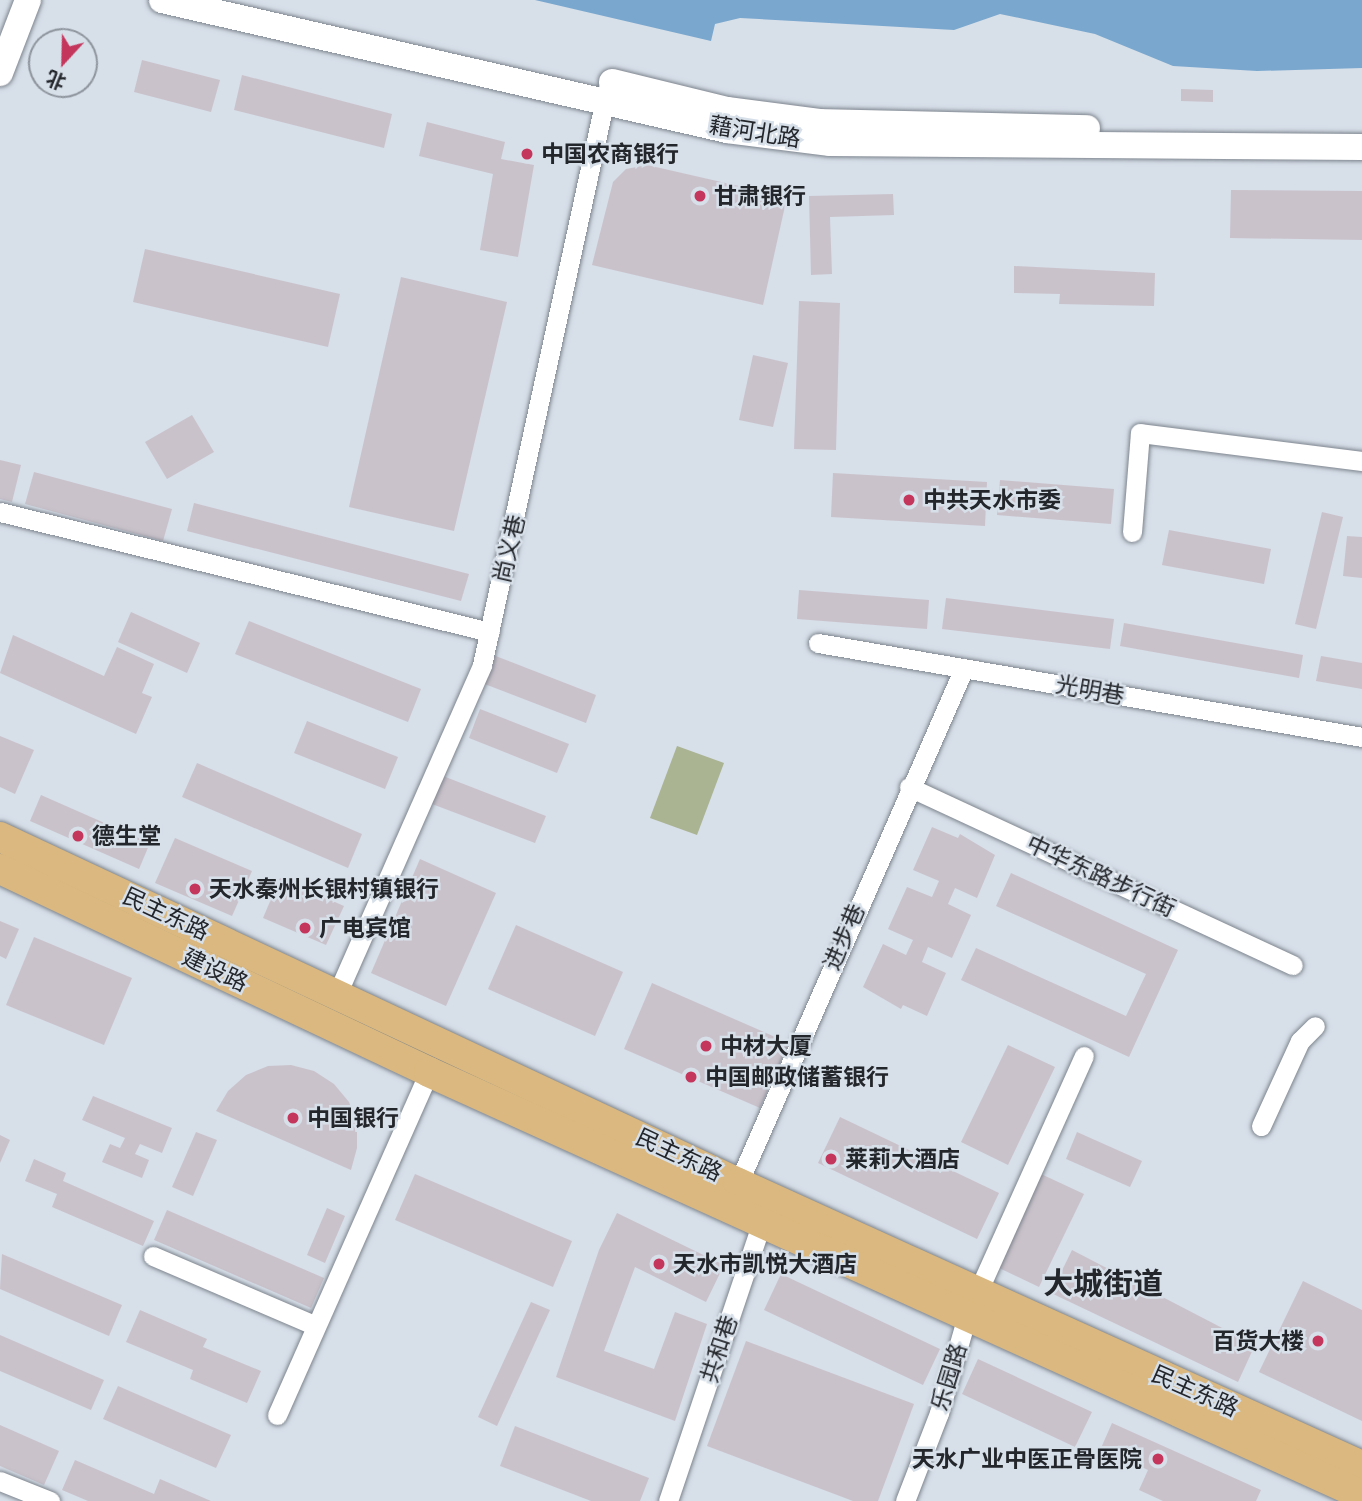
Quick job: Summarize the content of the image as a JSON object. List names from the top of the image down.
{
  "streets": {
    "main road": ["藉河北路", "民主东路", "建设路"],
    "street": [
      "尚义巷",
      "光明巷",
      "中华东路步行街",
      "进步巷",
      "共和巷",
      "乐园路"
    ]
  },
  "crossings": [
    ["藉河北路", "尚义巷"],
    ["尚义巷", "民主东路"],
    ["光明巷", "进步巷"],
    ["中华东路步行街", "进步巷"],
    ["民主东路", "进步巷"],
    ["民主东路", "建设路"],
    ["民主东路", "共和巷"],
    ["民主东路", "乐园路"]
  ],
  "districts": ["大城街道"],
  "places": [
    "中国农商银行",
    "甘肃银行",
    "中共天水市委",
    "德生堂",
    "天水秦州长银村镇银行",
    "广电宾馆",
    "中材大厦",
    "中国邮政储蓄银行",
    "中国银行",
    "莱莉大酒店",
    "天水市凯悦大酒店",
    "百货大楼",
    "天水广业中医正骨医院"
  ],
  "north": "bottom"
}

**Work request**
A faithful copy of the entries above is needed, one that contains no images.

**Output of the exercise**
Quick job: Summarize the content of the image as a JSON object. List names from the top of the image down.
{
  "streets": {
    "main road": ["藉河北路", "民主东路", "建设路"],
    "street": [
      "尚义巷",
      "光明巷",
      "中华东路步行街",
      "进步巷",
      "共和巷",
      "乐园路"
    ]
  },
  "crossings": [
    ["藉河北路", "尚义巷"],
    ["尚义巷", "民主东路"],
    ["光明巷", "进步巷"],
    ["中华东路步行街", "进步巷"],
    ["民主东路", "进步巷"],
    ["民主东路", "建设路"],
    ["民主东路", "共和巷"],
    ["民主东路", "乐园路"]
  ],
  "districts": ["大城街道"],
  "places": [
    "中国农商银行",
    "甘肃银行",
    "中共天水市委",
    "德生堂",
    "天水秦州长银村镇银行",
    "广电宾馆",
    "中材大厦",
    "中国邮政储蓄银行",
    "中国银行",
    "莱莉大酒店",
    "天水市凯悦大酒店",
    "百货大楼",
    "天水广业中医正骨医院"
  ],
  "north": "bottom"
}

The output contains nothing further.